I don't pretend to be an accomplished musician. I do not lead music, even if threatened with a gun. My wife, bless her soul tries to find something else to do during our music service. We help our choir by not singing in it. In short, we are dedicated non-musicians. But that wasn't always the case.
Once, long ago, when we were braver, we started a church. We weren't alone in our efforts; we had other non-musically talented individuals to help. We didn't sing; we only tried.
We were a bold lot. We weren't afraid to try anything. We had no rich members to offend. We had no church traditions to guide us. We had the Spirit of God, the bible, and our convictions to guide us. Maybe, we had no brains.
To say the least, our path was often down a wobbly road. Have you heard the term, "smooth as ice?" Our ice was like the ice you shoveled the snow off from on an old skating pond. You enjoyed the ice while you were there, but if you left; someone else came along and broke it. When you came back two days later, the smooth ice was all bumpy. One thing was for sure; we didn't invent the boring church.
In case you’re not aware of it, excitement isn't always pleasant. The roller coasters at the amusement park may be fun; not so the roller coasters at church. Oh, a sense of humor helps; but what do you do if someone has a queasy stomach?
As music was one of our big weaknesses at church, we were determined to do something about it. Worship tapes helped us get by while we prayed for a piano and piano player. We were given an organ. We prayed for an organ player and got a guitar player. He didn't have a guitar, so we bought him one. He became disgruntled and left, taking his guitar with him. Then we were given choir books.
We headed back to the drawing board, looking for a new plan.
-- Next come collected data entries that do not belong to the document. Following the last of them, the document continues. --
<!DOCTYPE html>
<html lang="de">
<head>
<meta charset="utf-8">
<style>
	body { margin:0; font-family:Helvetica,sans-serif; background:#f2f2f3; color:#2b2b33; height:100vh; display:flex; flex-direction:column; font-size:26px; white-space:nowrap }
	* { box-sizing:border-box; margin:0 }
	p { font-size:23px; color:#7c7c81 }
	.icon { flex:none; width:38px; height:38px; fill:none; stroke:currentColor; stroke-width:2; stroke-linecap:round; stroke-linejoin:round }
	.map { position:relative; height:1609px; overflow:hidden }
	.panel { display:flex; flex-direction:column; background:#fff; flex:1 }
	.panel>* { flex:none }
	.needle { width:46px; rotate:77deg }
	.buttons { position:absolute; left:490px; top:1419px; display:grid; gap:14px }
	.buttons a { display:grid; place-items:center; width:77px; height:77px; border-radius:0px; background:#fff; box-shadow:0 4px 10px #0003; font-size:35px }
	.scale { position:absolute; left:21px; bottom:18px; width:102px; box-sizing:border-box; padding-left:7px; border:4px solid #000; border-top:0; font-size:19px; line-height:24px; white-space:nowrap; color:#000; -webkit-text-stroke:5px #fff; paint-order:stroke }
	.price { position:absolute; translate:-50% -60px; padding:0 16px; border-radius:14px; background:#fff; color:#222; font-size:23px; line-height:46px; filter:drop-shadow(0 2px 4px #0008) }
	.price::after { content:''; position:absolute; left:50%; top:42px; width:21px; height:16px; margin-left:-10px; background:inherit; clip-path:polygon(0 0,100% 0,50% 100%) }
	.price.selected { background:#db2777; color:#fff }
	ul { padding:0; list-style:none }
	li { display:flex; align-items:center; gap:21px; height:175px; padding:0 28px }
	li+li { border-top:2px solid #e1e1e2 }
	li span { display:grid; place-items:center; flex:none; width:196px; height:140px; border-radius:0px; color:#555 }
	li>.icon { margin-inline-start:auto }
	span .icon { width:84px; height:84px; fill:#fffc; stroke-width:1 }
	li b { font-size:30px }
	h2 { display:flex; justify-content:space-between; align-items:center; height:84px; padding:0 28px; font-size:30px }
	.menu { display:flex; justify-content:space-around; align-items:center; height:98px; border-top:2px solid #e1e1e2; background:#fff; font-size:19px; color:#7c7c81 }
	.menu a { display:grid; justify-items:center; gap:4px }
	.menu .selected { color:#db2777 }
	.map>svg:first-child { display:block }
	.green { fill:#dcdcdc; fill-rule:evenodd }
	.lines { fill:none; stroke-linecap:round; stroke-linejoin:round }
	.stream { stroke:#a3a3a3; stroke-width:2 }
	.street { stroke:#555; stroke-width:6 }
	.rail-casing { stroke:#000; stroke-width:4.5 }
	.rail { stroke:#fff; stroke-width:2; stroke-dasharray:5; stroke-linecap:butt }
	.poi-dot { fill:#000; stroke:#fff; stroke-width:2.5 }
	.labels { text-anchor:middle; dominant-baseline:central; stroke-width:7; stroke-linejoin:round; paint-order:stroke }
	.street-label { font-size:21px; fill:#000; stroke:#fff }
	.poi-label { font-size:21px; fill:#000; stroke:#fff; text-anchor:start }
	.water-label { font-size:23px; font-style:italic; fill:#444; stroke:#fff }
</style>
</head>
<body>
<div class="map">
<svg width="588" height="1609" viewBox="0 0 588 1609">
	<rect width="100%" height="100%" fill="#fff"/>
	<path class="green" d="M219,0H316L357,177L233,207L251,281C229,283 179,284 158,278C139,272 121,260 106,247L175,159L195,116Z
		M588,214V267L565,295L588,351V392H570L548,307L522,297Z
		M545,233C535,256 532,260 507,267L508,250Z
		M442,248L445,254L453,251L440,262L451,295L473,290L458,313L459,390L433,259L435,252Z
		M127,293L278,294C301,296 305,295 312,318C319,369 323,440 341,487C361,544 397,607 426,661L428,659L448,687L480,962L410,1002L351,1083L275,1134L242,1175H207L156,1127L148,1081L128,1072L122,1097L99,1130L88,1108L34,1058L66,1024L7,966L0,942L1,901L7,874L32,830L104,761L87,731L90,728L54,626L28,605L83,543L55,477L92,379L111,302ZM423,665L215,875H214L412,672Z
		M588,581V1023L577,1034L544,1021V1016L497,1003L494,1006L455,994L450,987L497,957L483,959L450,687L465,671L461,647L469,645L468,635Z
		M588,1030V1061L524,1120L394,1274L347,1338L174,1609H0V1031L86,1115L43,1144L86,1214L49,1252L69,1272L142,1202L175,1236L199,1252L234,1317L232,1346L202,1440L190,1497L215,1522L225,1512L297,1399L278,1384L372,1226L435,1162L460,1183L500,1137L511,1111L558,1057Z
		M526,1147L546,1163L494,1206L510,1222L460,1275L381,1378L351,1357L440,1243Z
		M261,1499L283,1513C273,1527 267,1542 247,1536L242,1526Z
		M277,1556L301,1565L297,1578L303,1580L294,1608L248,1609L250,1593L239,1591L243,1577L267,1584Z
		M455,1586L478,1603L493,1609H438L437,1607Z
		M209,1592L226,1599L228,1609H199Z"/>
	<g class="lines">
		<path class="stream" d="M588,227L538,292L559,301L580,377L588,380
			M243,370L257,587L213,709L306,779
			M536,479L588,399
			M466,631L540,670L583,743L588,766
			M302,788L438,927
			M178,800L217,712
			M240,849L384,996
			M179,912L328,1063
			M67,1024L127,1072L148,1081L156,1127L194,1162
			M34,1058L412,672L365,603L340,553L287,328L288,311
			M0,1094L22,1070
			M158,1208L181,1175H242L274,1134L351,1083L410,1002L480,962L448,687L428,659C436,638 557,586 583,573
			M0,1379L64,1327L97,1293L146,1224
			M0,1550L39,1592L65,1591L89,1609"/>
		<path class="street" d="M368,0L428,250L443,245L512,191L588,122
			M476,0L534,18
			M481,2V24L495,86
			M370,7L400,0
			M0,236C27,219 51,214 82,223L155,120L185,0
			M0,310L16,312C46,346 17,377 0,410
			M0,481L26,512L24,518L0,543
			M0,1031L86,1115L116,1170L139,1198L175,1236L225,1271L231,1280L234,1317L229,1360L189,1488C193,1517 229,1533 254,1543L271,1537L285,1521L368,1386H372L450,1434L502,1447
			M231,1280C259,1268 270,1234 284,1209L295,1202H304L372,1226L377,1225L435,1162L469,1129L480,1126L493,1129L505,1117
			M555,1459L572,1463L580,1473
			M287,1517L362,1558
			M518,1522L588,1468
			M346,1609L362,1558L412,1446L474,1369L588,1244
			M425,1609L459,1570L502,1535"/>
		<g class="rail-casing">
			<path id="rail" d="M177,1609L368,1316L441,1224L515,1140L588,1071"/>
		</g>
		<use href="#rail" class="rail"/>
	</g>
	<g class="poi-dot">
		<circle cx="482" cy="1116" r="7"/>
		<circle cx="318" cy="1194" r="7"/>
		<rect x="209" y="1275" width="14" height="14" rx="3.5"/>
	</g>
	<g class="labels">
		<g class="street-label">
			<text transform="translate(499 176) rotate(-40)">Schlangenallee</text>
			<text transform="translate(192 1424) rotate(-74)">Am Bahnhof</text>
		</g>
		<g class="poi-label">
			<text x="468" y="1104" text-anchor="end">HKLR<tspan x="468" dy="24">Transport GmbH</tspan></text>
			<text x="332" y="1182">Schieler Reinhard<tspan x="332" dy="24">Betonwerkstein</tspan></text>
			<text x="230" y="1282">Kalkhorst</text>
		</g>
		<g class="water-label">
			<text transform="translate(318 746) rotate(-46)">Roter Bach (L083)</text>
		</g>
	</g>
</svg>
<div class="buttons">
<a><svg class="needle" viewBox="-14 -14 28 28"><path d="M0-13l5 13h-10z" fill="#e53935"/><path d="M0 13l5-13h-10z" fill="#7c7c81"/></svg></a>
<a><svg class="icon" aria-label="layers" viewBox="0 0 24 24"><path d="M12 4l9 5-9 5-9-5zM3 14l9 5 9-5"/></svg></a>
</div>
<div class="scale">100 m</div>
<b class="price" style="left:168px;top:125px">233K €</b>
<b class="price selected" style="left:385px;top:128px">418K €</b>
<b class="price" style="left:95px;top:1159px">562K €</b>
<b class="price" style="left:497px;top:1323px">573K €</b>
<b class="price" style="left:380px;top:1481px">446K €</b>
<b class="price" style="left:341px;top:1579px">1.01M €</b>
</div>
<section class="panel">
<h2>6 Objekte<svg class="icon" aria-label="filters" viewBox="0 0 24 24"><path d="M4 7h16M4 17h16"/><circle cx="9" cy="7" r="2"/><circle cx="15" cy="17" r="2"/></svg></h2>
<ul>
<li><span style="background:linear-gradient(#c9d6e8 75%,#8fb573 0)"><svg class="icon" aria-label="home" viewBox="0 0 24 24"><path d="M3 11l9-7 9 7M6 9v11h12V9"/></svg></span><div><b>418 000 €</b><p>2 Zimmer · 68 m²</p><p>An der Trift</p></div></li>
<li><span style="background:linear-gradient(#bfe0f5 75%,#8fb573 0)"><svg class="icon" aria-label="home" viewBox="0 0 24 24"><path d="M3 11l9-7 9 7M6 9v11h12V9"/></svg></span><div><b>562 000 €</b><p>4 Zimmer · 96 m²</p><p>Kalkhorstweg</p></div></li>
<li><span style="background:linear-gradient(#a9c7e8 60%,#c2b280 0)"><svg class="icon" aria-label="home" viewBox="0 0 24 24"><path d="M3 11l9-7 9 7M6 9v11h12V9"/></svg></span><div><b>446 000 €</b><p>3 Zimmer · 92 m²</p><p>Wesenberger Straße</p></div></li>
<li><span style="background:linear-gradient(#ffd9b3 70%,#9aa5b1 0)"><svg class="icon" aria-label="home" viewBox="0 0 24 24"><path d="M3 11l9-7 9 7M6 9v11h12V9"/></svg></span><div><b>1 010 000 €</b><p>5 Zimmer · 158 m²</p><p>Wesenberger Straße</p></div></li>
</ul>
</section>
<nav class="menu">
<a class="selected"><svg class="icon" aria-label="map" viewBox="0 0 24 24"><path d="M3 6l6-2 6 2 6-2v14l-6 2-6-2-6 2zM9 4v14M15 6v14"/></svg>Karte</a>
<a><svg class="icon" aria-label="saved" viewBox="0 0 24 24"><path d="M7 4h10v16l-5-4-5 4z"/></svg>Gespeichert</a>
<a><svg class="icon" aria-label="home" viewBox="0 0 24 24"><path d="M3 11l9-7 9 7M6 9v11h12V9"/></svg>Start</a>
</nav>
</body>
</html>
The books were quite impressive. What could we do with them? One of the smarter ones of our little group looked at a calendar, and saw it was November. "Hey, I know. We can go Christmas caroling."
"That's right," I said. "We have just enough time to practice before Christmas."
We all knew it would be a snap. We had all known the words since childhood. How could it be a problem?
Our first clue came the night we got together to practice. Half the people didn't show up. We re-scheduled for another night, and the other half didn't show up. The night we picked to go caroling, everyone showed up.
We could feel the joy bubbling up in us, as we set out. We went down one street singing “Away In A Manger” and up another singing “Silent Night”. When we rounded the corner of the next street we began to sing “The First Noel”. A window opened. We all grinned, thinking our singing was being enjoyed. At last our church had found the voice of music ministry.
A man leaned out the window. The street echoed with, "Shut up!"
We closed our books, turned around and silently marched away. That night we drank our hot chocolate and laughed at ourselves, but we never went caroling again.